But then she goes on Bill O'Reilly's show and attacks Obama over Jeremiah Wright. I'm not going to link to that, because I don't want to listen to Bill O'Reilly. And the people who accuse her of using GOP tactics, like Andrew Sullivan, keep making more and more sense. And then she lies about some part of the delegate math, and someone at Daily Kos or Talking Points Memo rips her to pieces for twisting the facts. And then one of her consiglieres like Mark Penn or Howard Wolfson says something nasty or ridiculous or both. I judge a politician in part on the quality of the people they hire. Bill Clinton had, in this respect, excellent judgment. I can't really remember disagreeing with any of his Cabinet appointments, at least not in a strong way.
But then there's the people that Hillary has surrounded herself with. Many of them are old Bill Clinton operatives. I suppose I didn't see them being nasty because I was on their side. And they were very much behind the scenes. But now they just seem like vicious people who have no soul, who have forgotten the reasons why they got involved in politics, if those reasons were anything like why I did. Peter Dreier dissects Sydney Blumenthal's constant attacks on Obama. He really does channel sewage from the fringe of the right wing, and, by applying whatever patina of credibility he has left as a Democrat, gives it some shred of credibility.
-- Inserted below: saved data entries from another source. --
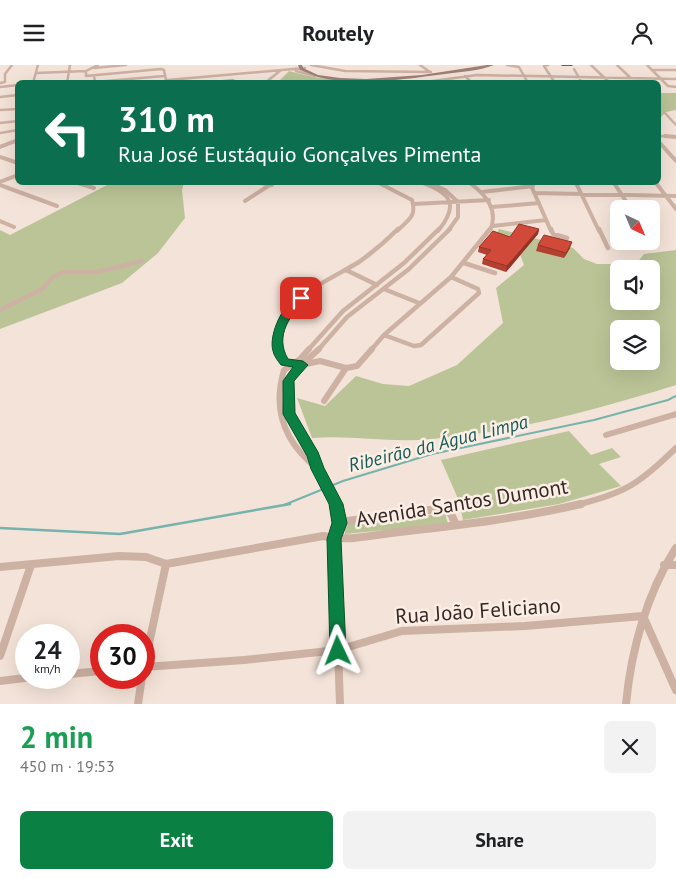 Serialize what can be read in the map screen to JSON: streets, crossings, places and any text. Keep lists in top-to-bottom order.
{
  "streets": {
    "street": ["Avenida Santos Dumont", "Rua João Feliciano"]
  },
  "water": ["Ribeirão da Água Limpa"],
  "north": "bottom right",
  "page": {
    "header": "Routely",
    "turn": ["310 m", "Rua José Eustáquio Gonçalves Pimenta"],
    "speed": "24 km/h",
    "limit": "30",
    "heading": ["2 min", "450 m · 19:53"],
    "buttons": ["Exit", "Share"]
  }
}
One positive aspect of this godawful long campaign is that the longer it goes on, the more Hillary is being exposed as the wrong kind of person to be president. Someone said at the beginning of this campaign (I think it was a columnist in the Financial Times) that nothing exposes character flaws like an American presidential campaign. Amen for that.Almost every day over the past six months, I have been the recipient of an email that attacks Obama's character, political views, electability, and real or manufactured associations. The original source of many of these hit pieces are virulent and sometimes extreme right-wing websites, bloggers, and publications. But they aren't being emailed out from some fringe right-wing group that somehow managed to get my email address. Instead, it is Sidney Blumenthal who, on a regular basis, methodically dispatches these email mudballs to an influential list of opinion shapers -- including journalists, former Clinton administration officials, academics, policy entrepreneurs, and think tankers -- in what is an obvious attempt to create an echo chamber that reverberates among talk shows, columnists, and Democratic Party funders and activists.